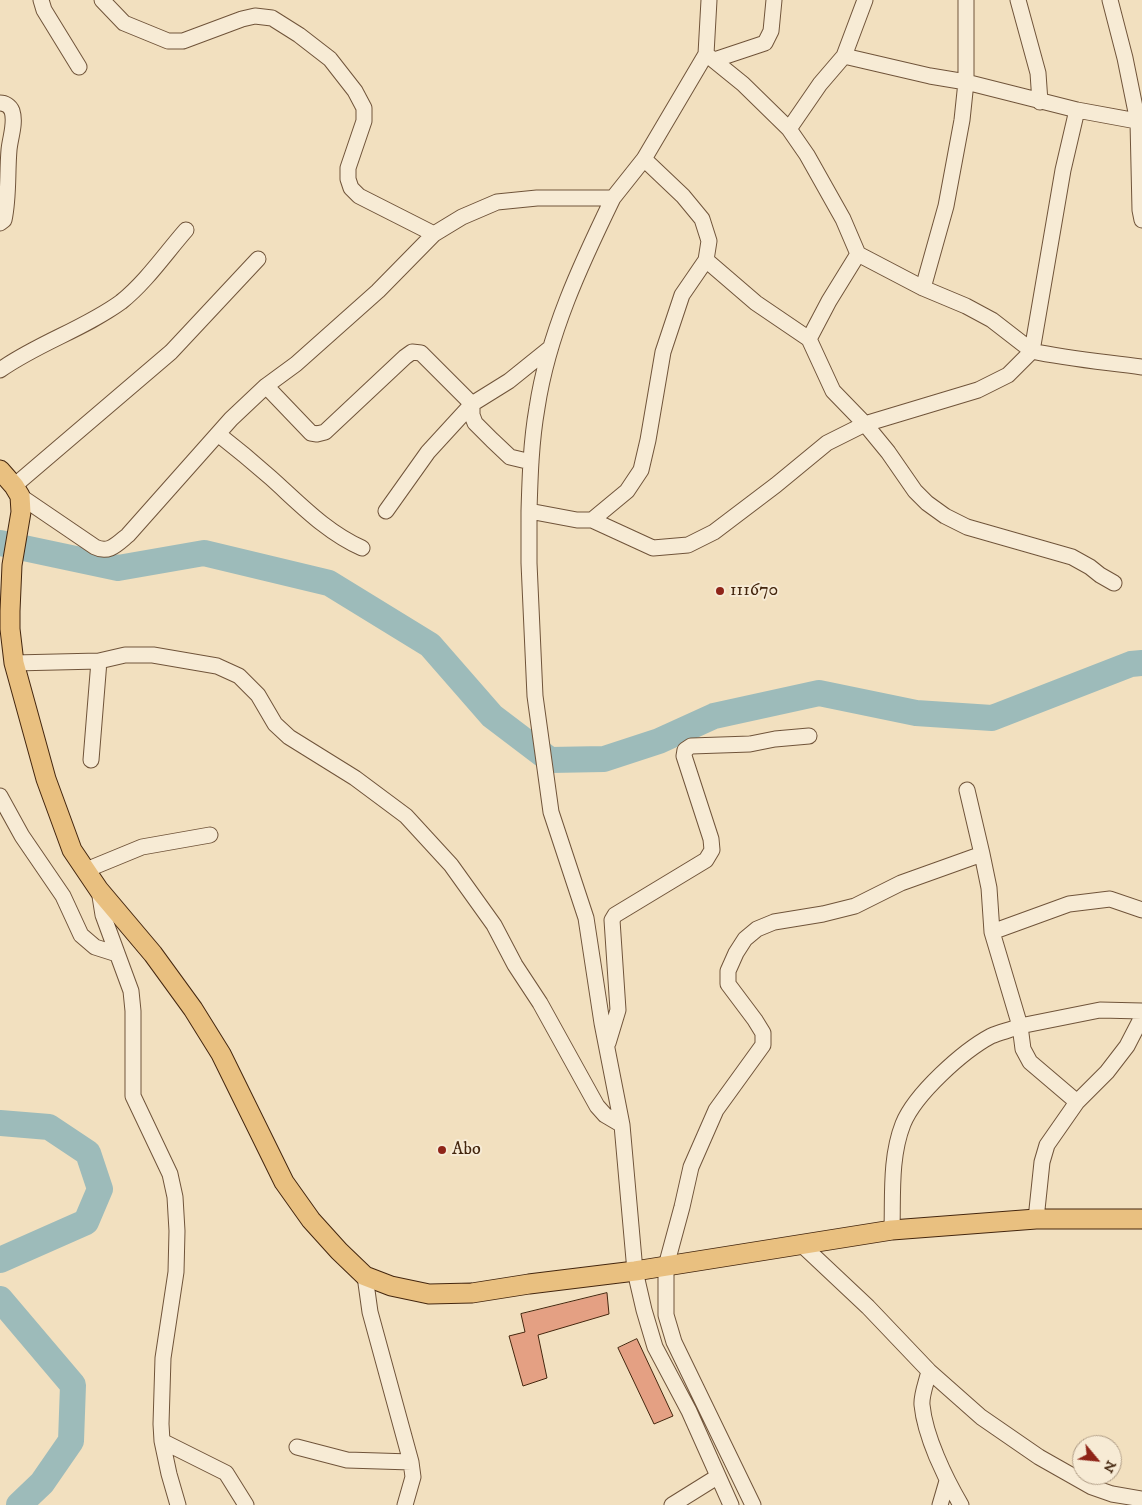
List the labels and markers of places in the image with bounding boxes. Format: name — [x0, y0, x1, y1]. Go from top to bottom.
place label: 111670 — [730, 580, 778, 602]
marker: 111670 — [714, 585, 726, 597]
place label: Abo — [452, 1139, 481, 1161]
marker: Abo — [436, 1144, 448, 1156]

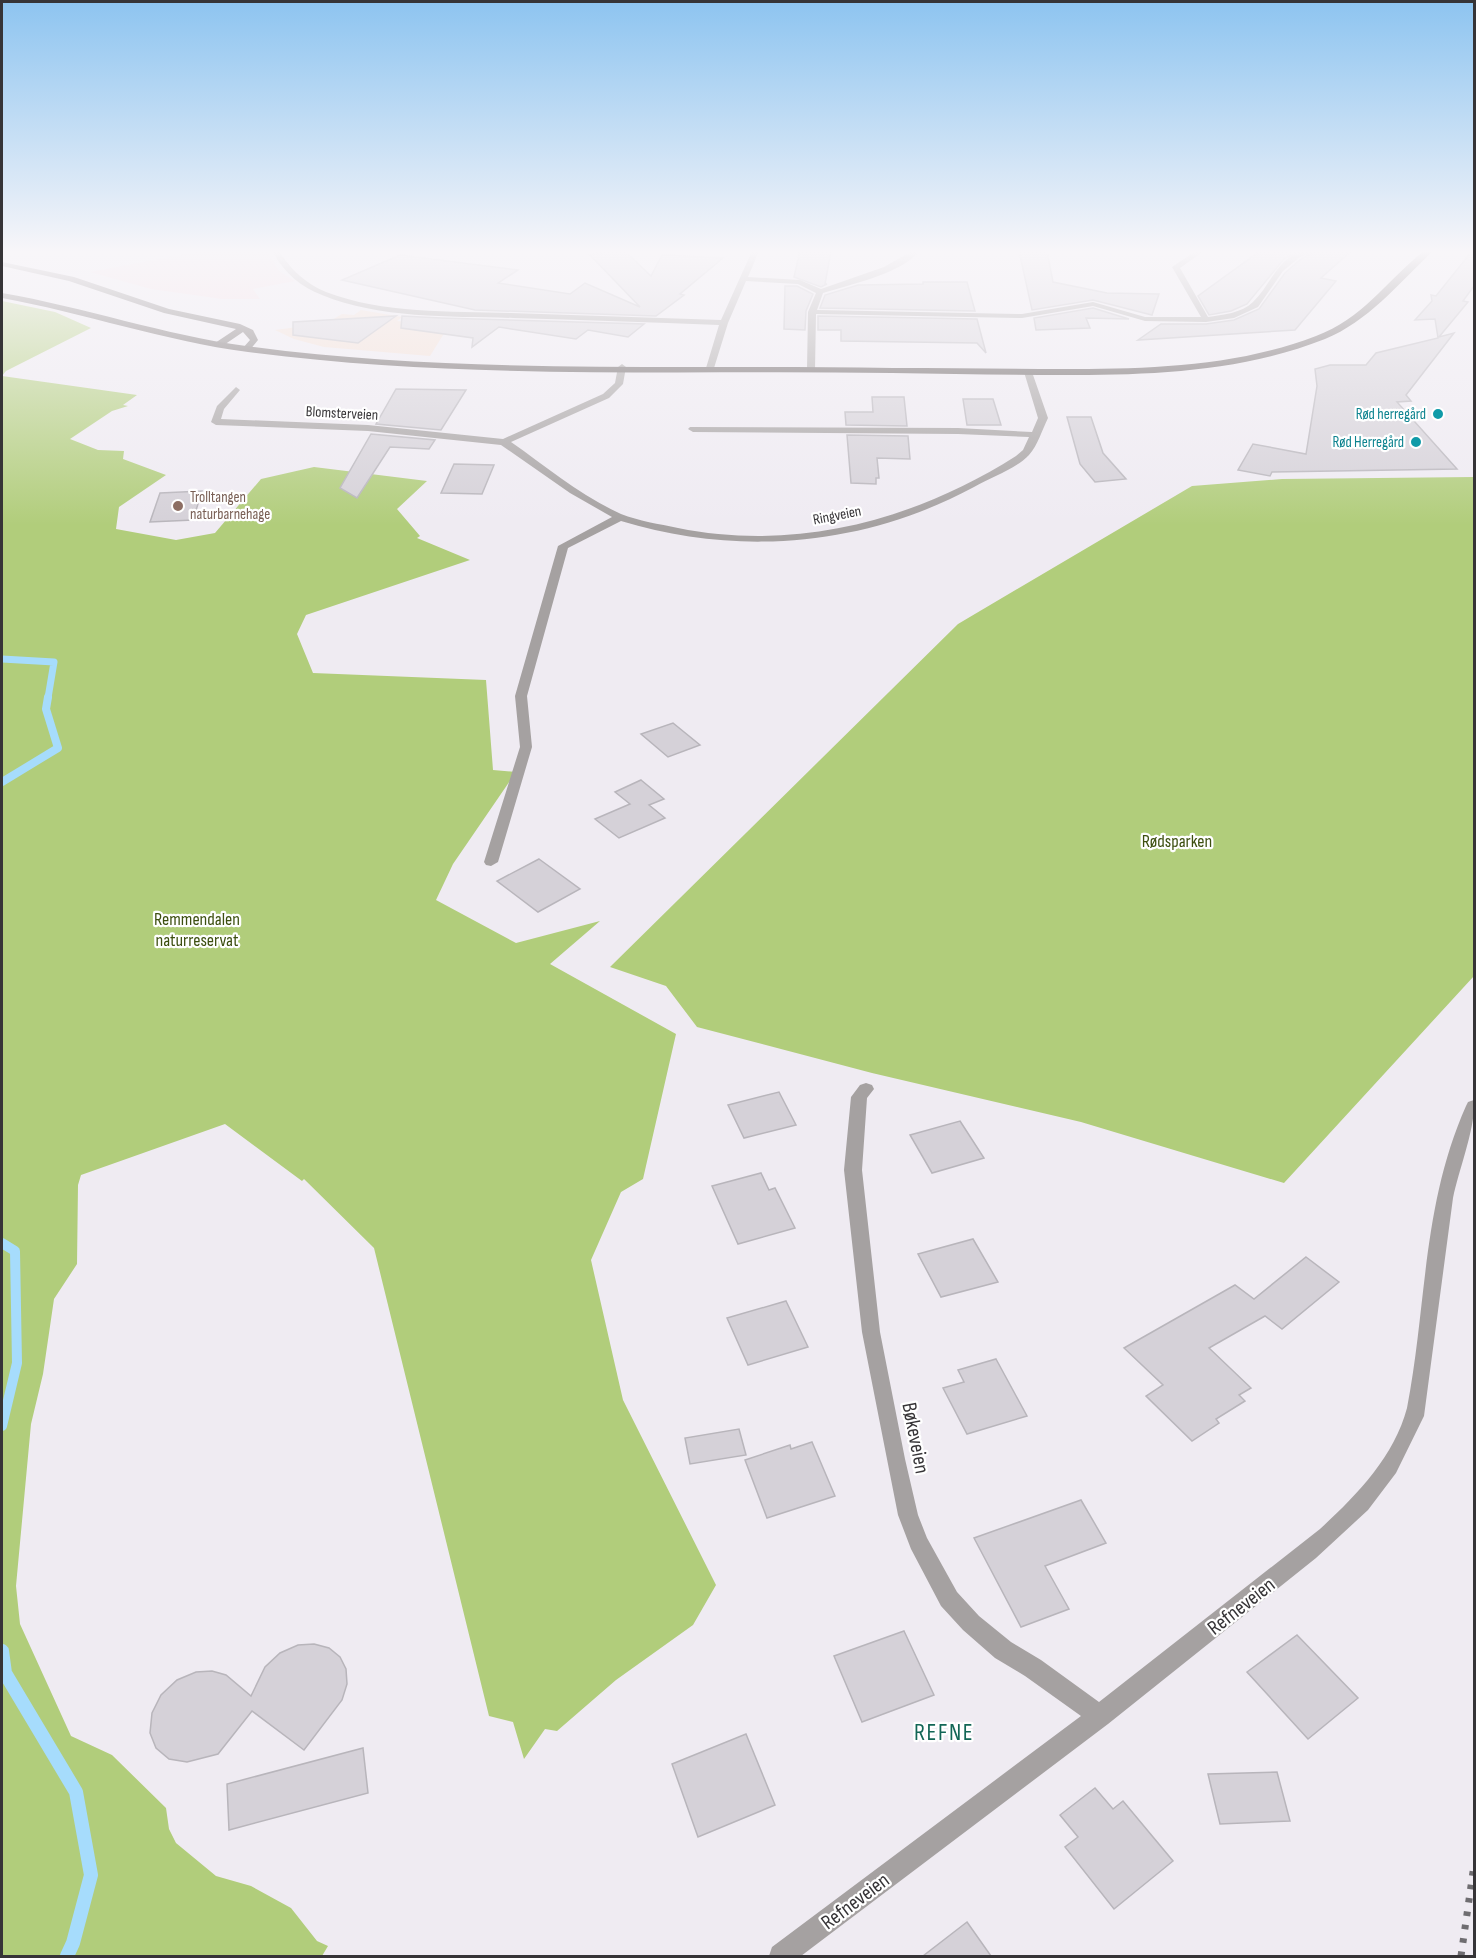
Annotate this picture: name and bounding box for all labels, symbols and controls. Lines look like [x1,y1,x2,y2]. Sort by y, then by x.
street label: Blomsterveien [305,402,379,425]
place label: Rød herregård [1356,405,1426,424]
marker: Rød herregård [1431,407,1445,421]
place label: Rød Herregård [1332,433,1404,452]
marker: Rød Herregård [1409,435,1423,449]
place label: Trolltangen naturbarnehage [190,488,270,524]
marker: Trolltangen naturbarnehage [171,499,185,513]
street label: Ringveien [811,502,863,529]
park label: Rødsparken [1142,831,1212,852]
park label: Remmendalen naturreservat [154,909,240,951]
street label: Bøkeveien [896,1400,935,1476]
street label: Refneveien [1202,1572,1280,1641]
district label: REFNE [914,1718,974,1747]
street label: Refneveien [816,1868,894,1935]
################
** Exercise aim **
If an entry contains a picture, skip the picture and reproduce everything else exactly.

** Written response **
List the labels and markers of places in the image with bounding boxes. Format: name — [x0, y0, x1, y1]. Go from top to bottom.
place label: 111670 — [730, 580, 778, 602]
marker: 111670 — [714, 585, 726, 597]
place label: Abo — [452, 1139, 481, 1161]
marker: Abo — [436, 1144, 448, 1156]

Annotate this picture: name and bounding box for all labels, symbols and controls. Lines look like [x1,y1,x2,y2]. Sort by y, then by x.
street label: Blomsterveien [305,402,379,425]
place label: Rød herregård [1356,405,1426,424]
marker: Rød herregård [1431,407,1445,421]
place label: Rød Herregård [1332,433,1404,452]
marker: Rød Herregård [1409,435,1423,449]
place label: Trolltangen naturbarnehage [190,488,270,524]
marker: Trolltangen naturbarnehage [171,499,185,513]
street label: Ringveien [811,502,863,529]
park label: Rødsparken [1142,831,1212,852]
park label: Remmendalen naturreservat [154,909,240,951]
street label: Bøkeveien [896,1400,935,1476]
street label: Refneveien [1202,1572,1280,1641]
district label: REFNE [914,1718,974,1747]
street label: Refneveien [816,1868,894,1935]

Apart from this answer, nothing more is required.